Are PC games no longer the driving force behind graphics cards? That's the indication Nvidia made Wednesday at the Deutsche Bank Securities Technology Conference, saying that the upcoming DirectX 11 application programming interface (API) will not be what drives future sales. Instead, Nvidia said the graphics market will pocket wads of cash from general purpose computing on graphics processing units (GPGPU). Tools for GPGPU and software taking advantage of the technology will also propel sales, not DirectX 11-driven PC games.
"DirectX 11 by itself is not going be the defining reason to buy a new GPU," said Mike Hard, vice president of investor relations at Nvidia. "It will be one of the reasons. This is why Microsoft is in work with the industry to allow more freedom and more creativity in how you build content, which is always good, and the new features in DirectX 11 are going to allow people to do that. But that no longer is the only reason, we believe, consumers would want to invest in a GPU."

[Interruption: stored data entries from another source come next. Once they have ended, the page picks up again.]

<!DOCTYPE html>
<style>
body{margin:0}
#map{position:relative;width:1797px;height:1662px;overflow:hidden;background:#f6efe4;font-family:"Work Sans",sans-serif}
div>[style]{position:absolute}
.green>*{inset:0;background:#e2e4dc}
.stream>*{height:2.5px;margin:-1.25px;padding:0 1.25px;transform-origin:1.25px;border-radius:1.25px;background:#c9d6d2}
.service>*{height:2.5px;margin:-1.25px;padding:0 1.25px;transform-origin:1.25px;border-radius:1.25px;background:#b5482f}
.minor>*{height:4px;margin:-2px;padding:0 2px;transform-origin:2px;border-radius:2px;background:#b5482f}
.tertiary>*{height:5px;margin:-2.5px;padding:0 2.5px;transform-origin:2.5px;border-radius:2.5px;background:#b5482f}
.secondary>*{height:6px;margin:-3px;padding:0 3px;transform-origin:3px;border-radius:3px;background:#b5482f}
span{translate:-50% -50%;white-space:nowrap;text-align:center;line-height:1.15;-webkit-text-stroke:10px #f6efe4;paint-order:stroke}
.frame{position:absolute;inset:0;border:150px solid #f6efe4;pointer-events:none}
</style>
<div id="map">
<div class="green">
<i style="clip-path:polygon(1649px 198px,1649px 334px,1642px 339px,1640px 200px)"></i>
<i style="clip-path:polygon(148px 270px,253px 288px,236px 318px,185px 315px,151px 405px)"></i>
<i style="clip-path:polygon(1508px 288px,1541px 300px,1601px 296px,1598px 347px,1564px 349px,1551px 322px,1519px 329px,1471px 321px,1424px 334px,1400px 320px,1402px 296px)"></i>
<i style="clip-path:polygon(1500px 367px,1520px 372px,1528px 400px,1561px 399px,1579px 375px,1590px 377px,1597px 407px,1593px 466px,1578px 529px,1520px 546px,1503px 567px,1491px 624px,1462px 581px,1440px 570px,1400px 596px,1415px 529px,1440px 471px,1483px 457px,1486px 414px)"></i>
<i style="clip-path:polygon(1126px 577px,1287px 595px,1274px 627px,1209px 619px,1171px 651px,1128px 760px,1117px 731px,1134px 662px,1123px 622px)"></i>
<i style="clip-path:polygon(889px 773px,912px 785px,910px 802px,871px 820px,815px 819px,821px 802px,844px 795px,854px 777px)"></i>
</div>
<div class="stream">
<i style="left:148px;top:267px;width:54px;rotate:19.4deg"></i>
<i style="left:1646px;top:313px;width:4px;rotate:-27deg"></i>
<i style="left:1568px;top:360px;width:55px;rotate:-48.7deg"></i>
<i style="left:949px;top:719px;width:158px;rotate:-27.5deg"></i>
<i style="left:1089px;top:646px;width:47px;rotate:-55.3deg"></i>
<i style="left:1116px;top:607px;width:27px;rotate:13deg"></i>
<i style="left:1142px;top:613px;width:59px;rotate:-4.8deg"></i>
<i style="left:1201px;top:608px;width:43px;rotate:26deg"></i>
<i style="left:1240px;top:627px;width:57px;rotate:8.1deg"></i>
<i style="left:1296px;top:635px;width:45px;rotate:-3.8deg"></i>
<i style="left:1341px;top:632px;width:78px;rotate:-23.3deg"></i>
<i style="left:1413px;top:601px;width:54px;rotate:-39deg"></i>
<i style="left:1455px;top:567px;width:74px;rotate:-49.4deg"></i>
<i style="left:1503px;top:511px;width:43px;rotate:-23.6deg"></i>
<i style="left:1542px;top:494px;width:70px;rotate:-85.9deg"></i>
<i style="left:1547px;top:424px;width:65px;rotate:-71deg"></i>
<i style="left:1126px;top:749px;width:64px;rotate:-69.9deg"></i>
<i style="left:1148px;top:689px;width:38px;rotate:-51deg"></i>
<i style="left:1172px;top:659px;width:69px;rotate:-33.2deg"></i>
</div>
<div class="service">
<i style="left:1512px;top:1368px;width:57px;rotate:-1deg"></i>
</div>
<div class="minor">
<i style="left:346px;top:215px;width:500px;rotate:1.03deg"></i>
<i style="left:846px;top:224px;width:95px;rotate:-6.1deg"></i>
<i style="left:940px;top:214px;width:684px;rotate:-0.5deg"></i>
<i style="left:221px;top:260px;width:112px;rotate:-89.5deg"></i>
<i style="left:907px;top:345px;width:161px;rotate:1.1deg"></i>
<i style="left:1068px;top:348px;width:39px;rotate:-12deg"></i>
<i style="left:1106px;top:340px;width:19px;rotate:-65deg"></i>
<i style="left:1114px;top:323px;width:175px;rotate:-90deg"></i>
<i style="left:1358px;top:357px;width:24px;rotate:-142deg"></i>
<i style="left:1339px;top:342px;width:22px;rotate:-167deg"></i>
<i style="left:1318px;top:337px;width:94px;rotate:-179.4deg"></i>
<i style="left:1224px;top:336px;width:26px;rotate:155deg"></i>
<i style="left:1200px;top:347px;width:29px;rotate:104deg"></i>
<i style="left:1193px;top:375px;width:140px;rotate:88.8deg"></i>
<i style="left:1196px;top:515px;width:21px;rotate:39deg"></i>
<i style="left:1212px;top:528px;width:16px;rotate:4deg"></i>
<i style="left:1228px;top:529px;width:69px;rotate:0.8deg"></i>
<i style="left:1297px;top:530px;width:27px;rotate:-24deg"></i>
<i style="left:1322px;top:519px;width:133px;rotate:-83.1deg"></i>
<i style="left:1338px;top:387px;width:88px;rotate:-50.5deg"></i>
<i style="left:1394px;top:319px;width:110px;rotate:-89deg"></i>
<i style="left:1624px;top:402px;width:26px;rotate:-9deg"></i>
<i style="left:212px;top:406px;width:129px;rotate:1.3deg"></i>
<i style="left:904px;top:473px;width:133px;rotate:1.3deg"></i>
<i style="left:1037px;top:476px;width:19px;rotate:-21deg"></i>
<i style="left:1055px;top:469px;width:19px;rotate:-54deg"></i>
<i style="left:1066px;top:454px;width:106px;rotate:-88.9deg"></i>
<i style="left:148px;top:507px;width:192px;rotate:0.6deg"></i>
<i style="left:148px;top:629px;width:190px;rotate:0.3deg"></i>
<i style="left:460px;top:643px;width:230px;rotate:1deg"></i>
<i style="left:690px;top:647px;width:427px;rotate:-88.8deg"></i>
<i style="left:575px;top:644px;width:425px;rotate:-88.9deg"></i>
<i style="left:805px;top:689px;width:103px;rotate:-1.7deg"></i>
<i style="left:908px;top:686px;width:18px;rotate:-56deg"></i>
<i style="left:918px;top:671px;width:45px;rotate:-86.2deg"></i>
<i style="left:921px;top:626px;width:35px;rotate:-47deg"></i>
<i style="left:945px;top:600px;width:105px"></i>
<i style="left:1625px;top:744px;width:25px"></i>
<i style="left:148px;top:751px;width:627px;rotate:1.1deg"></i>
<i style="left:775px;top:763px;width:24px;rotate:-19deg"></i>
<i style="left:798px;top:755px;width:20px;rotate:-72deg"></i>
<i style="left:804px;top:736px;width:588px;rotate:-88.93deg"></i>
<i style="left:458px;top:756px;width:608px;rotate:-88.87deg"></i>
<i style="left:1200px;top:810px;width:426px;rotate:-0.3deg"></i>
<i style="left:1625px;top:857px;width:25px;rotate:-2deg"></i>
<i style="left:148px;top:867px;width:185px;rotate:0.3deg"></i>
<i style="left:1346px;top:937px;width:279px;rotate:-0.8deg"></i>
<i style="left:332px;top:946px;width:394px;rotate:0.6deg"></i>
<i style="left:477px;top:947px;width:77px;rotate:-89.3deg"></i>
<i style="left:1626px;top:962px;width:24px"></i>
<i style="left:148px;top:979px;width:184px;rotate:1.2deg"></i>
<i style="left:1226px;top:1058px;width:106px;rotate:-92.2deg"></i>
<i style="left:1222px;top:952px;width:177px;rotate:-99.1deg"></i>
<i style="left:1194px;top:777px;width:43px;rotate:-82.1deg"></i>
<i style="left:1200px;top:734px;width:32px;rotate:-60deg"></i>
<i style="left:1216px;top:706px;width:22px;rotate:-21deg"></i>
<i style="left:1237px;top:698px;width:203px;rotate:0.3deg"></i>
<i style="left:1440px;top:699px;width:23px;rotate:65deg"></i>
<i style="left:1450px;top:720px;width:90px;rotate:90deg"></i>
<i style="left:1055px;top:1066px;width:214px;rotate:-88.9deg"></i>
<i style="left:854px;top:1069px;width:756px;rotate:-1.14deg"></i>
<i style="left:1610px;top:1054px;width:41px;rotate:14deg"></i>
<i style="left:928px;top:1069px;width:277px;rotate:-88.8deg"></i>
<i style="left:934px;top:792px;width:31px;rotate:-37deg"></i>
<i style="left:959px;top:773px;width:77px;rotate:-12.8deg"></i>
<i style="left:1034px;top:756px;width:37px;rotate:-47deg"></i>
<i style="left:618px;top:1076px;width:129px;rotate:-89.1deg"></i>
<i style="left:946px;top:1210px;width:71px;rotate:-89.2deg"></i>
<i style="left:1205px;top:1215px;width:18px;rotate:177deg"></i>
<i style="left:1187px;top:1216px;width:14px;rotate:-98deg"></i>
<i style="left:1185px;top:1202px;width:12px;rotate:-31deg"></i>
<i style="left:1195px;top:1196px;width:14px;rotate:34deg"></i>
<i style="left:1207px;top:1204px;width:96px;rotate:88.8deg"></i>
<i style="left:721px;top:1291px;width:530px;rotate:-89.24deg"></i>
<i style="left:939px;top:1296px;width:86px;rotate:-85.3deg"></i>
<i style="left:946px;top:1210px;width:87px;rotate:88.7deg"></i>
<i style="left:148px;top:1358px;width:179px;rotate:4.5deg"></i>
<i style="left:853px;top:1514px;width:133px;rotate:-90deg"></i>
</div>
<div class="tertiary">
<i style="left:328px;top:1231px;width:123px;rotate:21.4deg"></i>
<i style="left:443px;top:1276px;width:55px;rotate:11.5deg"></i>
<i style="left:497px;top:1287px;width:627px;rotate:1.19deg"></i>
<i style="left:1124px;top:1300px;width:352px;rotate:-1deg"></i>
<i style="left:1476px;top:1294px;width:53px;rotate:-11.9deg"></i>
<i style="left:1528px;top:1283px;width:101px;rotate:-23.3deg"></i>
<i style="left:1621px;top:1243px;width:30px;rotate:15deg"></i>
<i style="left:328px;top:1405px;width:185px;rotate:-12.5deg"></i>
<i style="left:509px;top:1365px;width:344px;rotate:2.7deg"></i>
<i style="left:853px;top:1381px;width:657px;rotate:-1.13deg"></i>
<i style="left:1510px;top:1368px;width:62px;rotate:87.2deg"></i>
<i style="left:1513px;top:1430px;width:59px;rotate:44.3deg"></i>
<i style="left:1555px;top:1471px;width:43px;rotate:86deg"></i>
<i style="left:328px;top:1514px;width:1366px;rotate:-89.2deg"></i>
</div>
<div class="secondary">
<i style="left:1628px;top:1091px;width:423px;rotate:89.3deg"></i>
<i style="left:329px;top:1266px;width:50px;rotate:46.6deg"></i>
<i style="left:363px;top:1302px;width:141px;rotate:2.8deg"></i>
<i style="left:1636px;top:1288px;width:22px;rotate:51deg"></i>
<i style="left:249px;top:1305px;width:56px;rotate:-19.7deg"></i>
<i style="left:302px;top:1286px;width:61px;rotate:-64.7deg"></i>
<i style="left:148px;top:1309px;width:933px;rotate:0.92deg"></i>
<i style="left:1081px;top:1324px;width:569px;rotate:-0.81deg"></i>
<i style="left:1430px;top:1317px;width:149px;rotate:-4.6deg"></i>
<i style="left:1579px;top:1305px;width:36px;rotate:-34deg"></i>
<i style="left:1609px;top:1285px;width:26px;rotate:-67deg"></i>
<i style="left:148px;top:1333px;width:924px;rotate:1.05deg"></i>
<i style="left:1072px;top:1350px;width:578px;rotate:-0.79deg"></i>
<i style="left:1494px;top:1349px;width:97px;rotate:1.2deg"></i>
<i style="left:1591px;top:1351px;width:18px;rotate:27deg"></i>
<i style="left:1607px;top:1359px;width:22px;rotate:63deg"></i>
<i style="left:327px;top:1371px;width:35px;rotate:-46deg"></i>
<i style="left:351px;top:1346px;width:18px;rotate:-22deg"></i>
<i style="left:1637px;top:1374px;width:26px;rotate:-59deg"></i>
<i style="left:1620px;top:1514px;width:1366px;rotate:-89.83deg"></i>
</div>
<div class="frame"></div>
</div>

X-Bit Labs points out that Nvidia may have problems, as ATI is about to crank out its Radeon HD 5800-series graphics cards that fully support DirectX 11, and Nvidia is remaining speechless in regards to its DirectX 11-flavored plans. Nvidia's CUDA GPGPU technology is also incompatible with OpenCL and DirectCompute 11 environments, both supported by the Radeon HD 4000 and 5000 series. This could mean to computer enthusiasts that Nvidia is no longer the "technology leader."
But Nvidia doesn't seem phased, and stands firm on its belief that special-purpose software relying on GPGPU will be what drives people to the store, begging for more power, not id Software's Rage or some other PC game with insane requirements. That's too bad, as The Jerk had a special purpose but didn't need a GPGPU.